* [Stored data entries]:
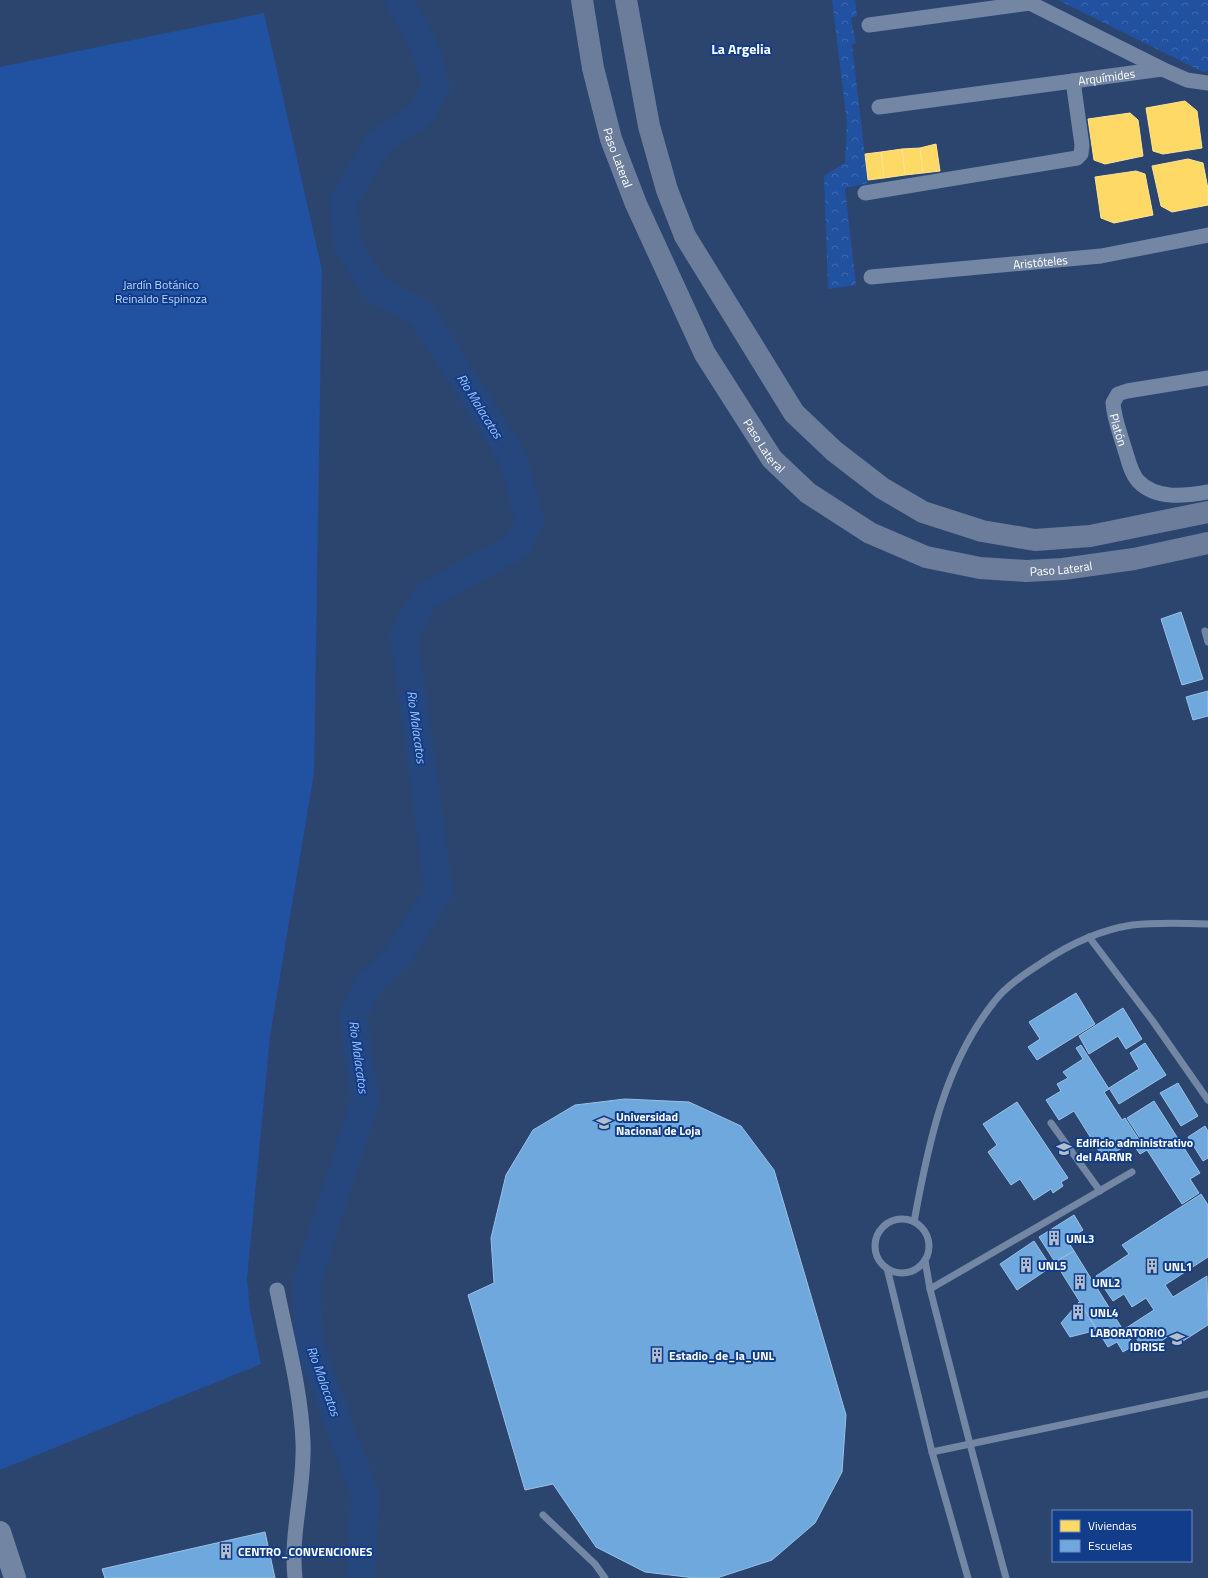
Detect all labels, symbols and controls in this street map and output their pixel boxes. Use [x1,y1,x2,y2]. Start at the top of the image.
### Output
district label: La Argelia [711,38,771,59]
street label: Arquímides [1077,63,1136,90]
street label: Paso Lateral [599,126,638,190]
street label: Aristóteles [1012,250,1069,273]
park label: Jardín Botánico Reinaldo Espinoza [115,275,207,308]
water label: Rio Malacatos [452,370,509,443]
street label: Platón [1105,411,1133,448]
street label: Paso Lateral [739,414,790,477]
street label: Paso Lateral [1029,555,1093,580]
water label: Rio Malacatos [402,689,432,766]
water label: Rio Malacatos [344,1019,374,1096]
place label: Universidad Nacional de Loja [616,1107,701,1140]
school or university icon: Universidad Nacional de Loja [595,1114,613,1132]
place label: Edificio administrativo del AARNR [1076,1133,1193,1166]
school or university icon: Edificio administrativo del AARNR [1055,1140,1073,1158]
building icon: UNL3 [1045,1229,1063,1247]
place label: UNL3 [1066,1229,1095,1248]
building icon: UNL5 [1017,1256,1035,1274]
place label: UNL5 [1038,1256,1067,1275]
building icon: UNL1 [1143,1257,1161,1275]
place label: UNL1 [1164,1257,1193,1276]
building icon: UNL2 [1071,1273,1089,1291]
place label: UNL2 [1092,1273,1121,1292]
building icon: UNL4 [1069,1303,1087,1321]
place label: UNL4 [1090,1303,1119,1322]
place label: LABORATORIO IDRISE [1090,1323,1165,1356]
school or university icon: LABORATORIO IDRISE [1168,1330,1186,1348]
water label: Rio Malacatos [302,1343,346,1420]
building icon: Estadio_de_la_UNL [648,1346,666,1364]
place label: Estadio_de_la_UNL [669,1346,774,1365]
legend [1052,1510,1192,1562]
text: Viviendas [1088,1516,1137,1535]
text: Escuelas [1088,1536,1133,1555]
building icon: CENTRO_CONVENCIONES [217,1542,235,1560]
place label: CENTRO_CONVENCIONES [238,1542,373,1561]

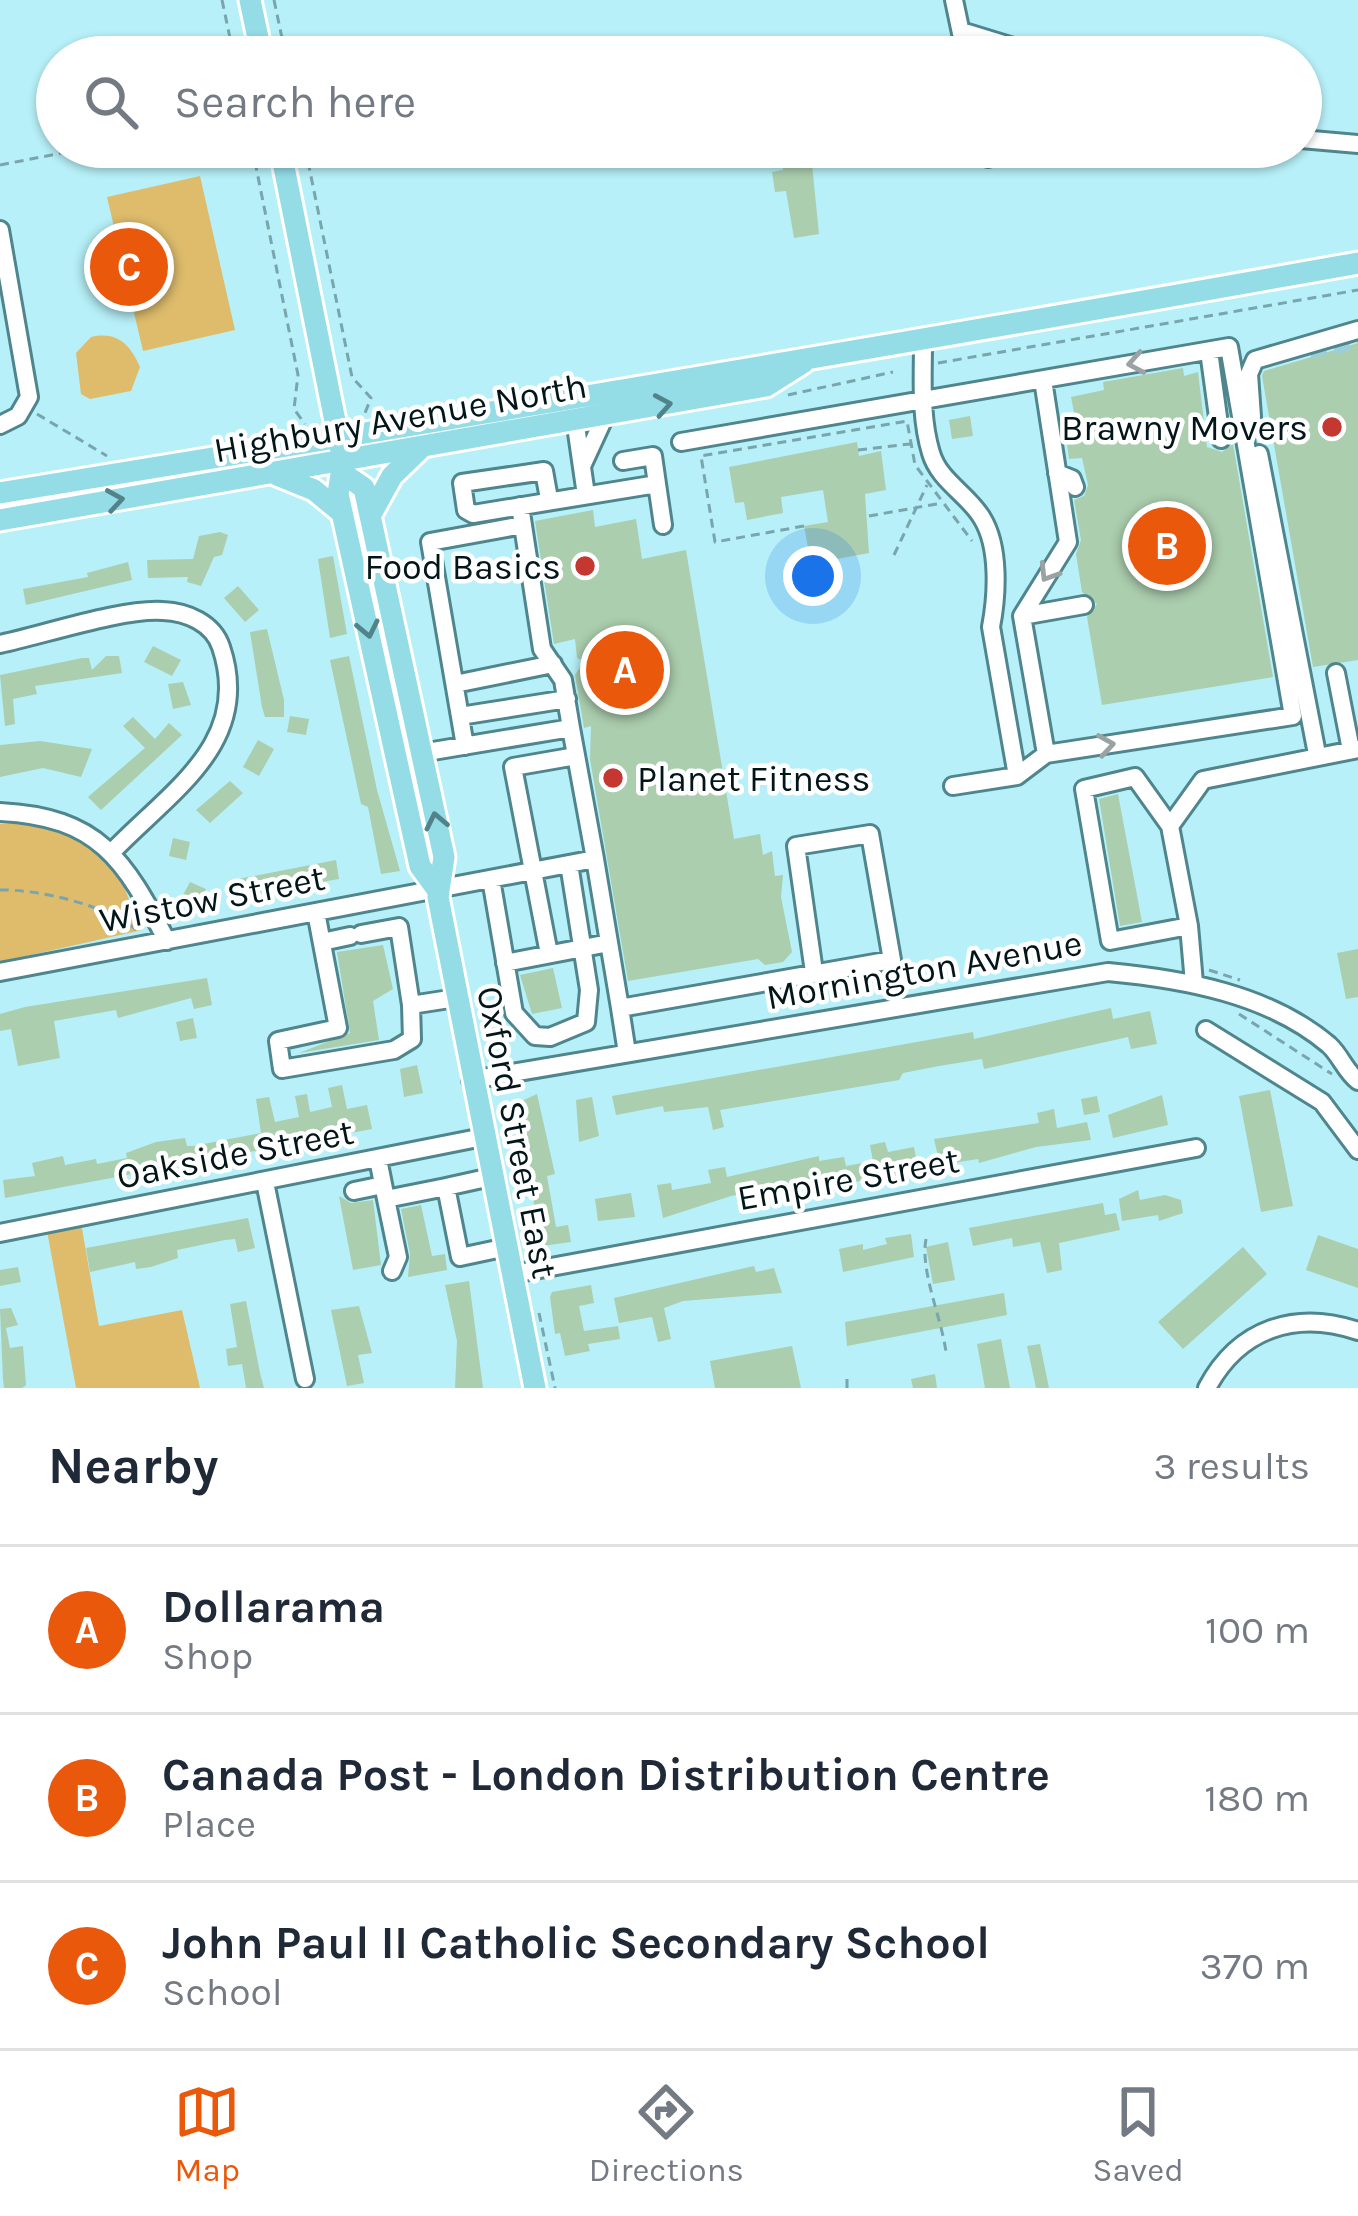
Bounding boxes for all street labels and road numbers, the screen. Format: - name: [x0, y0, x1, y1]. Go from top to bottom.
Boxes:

* [Problem to work on]: Drop the pictures; repeat each entry above exactly.

* [Written answer]:
Detect all labels, symbols and controls in this street map and output their pixel boxes. Use [x1,y1,x2,y2]. Start at the top of the image.
### Output
district label: La Argelia [711,38,771,59]
street label: Arquímides [1077,63,1136,90]
street label: Paso Lateral [599,126,638,190]
street label: Aristóteles [1012,250,1069,273]
park label: Jardín Botánico Reinaldo Espinoza [115,275,207,308]
water label: Rio Malacatos [452,370,509,443]
street label: Platón [1105,411,1133,448]
street label: Paso Lateral [739,414,790,477]
street label: Paso Lateral [1029,555,1093,580]
water label: Rio Malacatos [402,689,432,766]
water label: Rio Malacatos [344,1019,374,1096]
place label: Universidad Nacional de Loja [616,1107,701,1140]
school or university icon: Universidad Nacional de Loja [595,1114,613,1132]
place label: Edificio administrativo del AARNR [1076,1133,1193,1166]
school or university icon: Edificio administrativo del AARNR [1055,1140,1073,1158]
building icon: UNL3 [1045,1229,1063,1247]
place label: UNL3 [1066,1229,1095,1248]
building icon: UNL5 [1017,1256,1035,1274]
place label: UNL5 [1038,1256,1067,1275]
building icon: UNL1 [1143,1257,1161,1275]
place label: UNL1 [1164,1257,1193,1276]
building icon: UNL2 [1071,1273,1089,1291]
place label: UNL2 [1092,1273,1121,1292]
building icon: UNL4 [1069,1303,1087,1321]
place label: UNL4 [1090,1303,1119,1322]
place label: LABORATORIO IDRISE [1090,1323,1165,1356]
school or university icon: LABORATORIO IDRISE [1168,1330,1186,1348]
water label: Rio Malacatos [302,1343,346,1420]
building icon: Estadio_de_la_UNL [648,1346,666,1364]
place label: Estadio_de_la_UNL [669,1346,774,1365]
legend [1052,1510,1192,1562]
text: Viviendas [1088,1516,1137,1535]
text: Escuelas [1088,1536,1133,1555]
building icon: CENTRO_CONVENCIONES [217,1542,235,1560]
place label: CENTRO_CONVENCIONES [238,1542,373,1561]

Bounding boxes for all street labels and road numbers, the screen. Format: - name: [x0, y0, x1, y1]. Go from top to bottom.
Boxes:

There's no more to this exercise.